The company’s first production, The Colored American Winning His Suit (1917), aimed, according to the press book, “to offset the evil effects of certain photo plays that have libeled the Negro and criticized his friends; to bring about a better and more friendly understanding between the white and colored races; to inspire in the Negro a desire to climb higher in good citizenship, business, education and religion.”[2] The film, whose screenplay was written by Reverend Dr. W. S. Smith, was a kind of modern morality play: young Bob Winall (Thomas M. Mosley), a humbly born young black man who graduates from Howard University and becomes a lawyer, must fight various obstacles to win the hand of Alma Elton (Ida Askins), the woman he loves.

In court, he is forced to go up against a white man, Mr. Hinderus (F. King), in order to defend Alma’s father against a charge of theft; and with the help of Colonel Goodwill (Fred Leighton), he prevails. The white man’s attempt to “hinderus” having failed, Winall—through “goodwill”—indeed wins all. The New York Age (July 20, 1916) hailed the film as “the first five-reel Film Drama written, directed, acted and produced by Negroes” and praised the company, which was “owned and operated by Negroes” and “whose aim is to present the better side of Negro life, and to use the screen as a means of bringing about better feeling between races.”[3][4]

The company’s second film, also released in 1917, was The Scapegoat, an adaptation of “The Scapegoat” by the distinguished black writer Paul Laurence Dunbar. In Dunbar’s story, which is told in two parts, Robinson Asbury is an ambitious young black man who goes from bootblack to barbershop owner and eventually to lawyer. “The big Negro of the district and, of necessity, of the town [of Cadgers],” Asbury gains the patronage of local politicians, who believe that he will be useful to them in mustering black votes. But when the “fevers of reform” threaten the politicians’ authority, they offer up Asbury as a scapegoat, and he is sent to jail for ten months. Upon his release, he returns to town, where he rebuilds his business and works quietly to bring down all of those who plotted his ruin. Though he repeatedly professes “I am not a politician,” he proves that he is just that—and a very effective one—by winning the support of the town’s black citizens, ousting his former rivals, and exercising greater power than he ever wielded before. The film version of The Scapegoat, according to a reviewer for the New York Age (May 17, 1917), was noteworthy, if less impressive than the story.

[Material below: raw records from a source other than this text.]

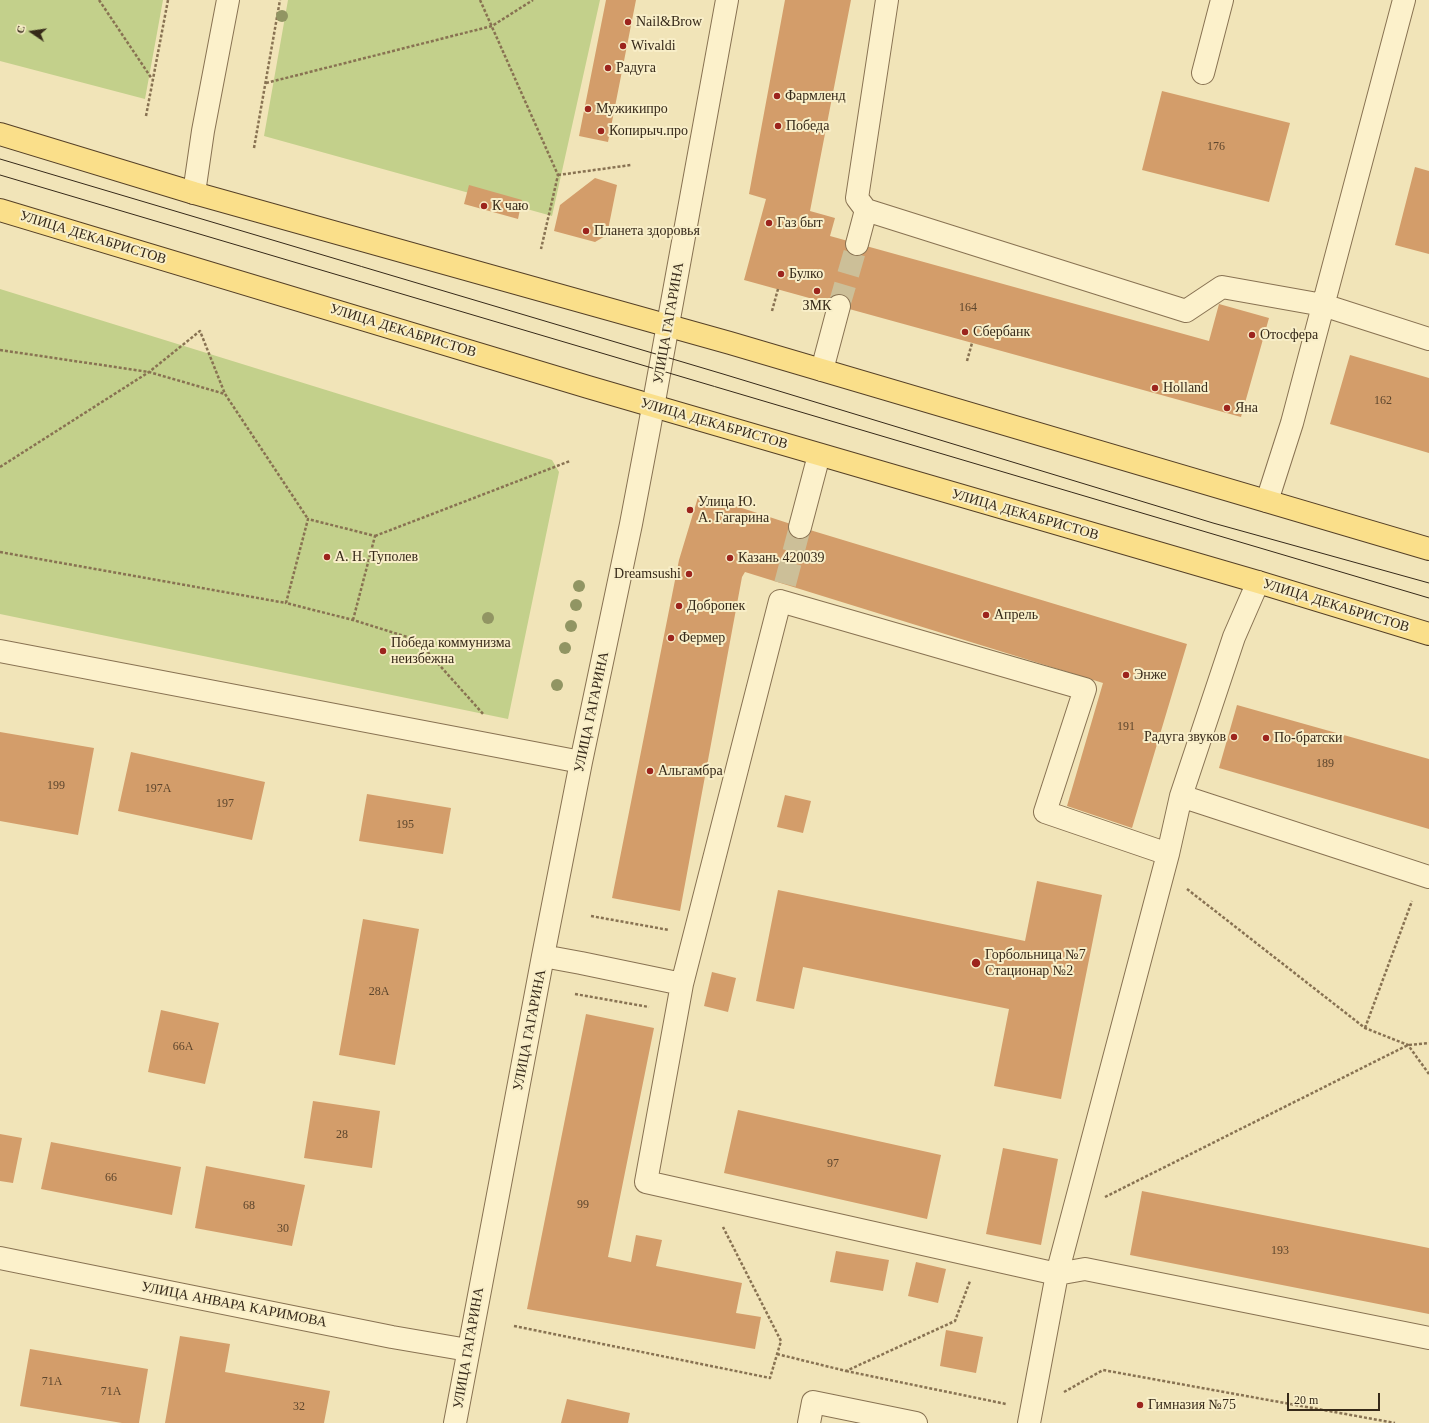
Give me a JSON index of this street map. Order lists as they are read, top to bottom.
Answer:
{
  "streets": {
    "main road": ["УЛИЦА ДЕКАБРИСТОВ"],
    "street": ["УЛИЦА ГАГАРИНА", "УЛИЦА АНВАРА КАРИМОВА"]
  },
  "crossings": [
    ["УЛИЦА ДЕКАБРИСТОВ", "УЛИЦА ГАГАРИНА"],
    ["УЛИЦА ГАГАРИНА", "УЛИЦА АНВАРА КАРИМОВА"]
  ],
  "places": [
    "Nail&Brow",
    "Wivaldi",
    "Радуга",
    "Фармленд",
    "Мужикипро",
    "Победа",
    "Копирыч.про",
    "К чаю",
    "Газ быт",
    "Планета здоровья",
    "Булко",
    "ЗМК",
    "Сбербанк",
    "Отосфера",
    "Holland",
    "Яна",
    "Улица Ю. А. Гагарина",
    "А. Н. Туполев",
    "Казань 420039",
    "Dreamsushi",
    "Добропек",
    "Апрель",
    "Фермер",
    "Победа коммунизма неизбежна",
    "Энже",
    "Радуга звуков",
    "По-братски",
    "Альгамбра",
    "Горбольница №7 Стационар №2",
    "Гимназия №75"
  ],
  "house_numbers": [
    "176",
    "164",
    "162",
    "191",
    "189",
    "199",
    "197А",
    "197",
    "195",
    "28А",
    "66А",
    "28",
    "97",
    "66",
    "99",
    "68",
    "30",
    "193",
    "71А",
    "71А",
    "32"
  ],
  "scale_bar": "20 m",
  "north": "left"
}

Announcement in The Crisis, October, 1919

 

Told in three parts, the film lacked “a certain cohesiveness of sequence” and the characters at times were “thrust into new environments and new conditions with startling abruptness.” Moreover, the doctors, ministers, and other “race representatives [who] are supposed to be classed among the ‘intellectuals’ of the race” were forced to speak in the dialect that “seem[ed] to be the rage among writers of dramas and photoplays.”[5] Nevertheless, the film appealed to its audiences in both the “white and colored motion picture houses” in which it was booked. Like so many other black film companies, however, the Douglass Company struggled to develop appropriate outlets for the distribution of its films, while lack of capital stalled plans for new projects. The company released its final production, Heroic Negro Soldiers of the World War, in March, 1919. A pictorial demonstration of the bravery of black soldiers,—including the “Black Devils,” the “Hell Fighters,” the “Buffaloes,” and the “Red Devils,”—in action under fire in France, it was considered the best documentary film yet produced.

 

 

 


1.  Henry T. Sampson, Blacks in Black and White: A Sourcebook on Black Films. 2nd Ed. (Metuchen, NJ: Scarecrow Press, 1995), 5.
2.  Sampson, Blacks in Black and White: A Sourcebook on Black Films, 181.
3.  Pearl Bowser and Louise Spence, “Identity and Betrayal: The Symbol of the Unconquered and Oscar Micheaux’s ‘Biographical Legend,’” in Daniel Bernardi, ed., The Birth of Whiteness: Race and Emergence of U.S. Cinema (New Brunswick, NJ: Rutgers University Press, 1996), 56-80.
4.  Jane Gaines, Fire and Desire: Mixed-Race Movies in the Silent Era (Chicago: University of Chicago Press, 2001), 98.
5.  Ibid, 269.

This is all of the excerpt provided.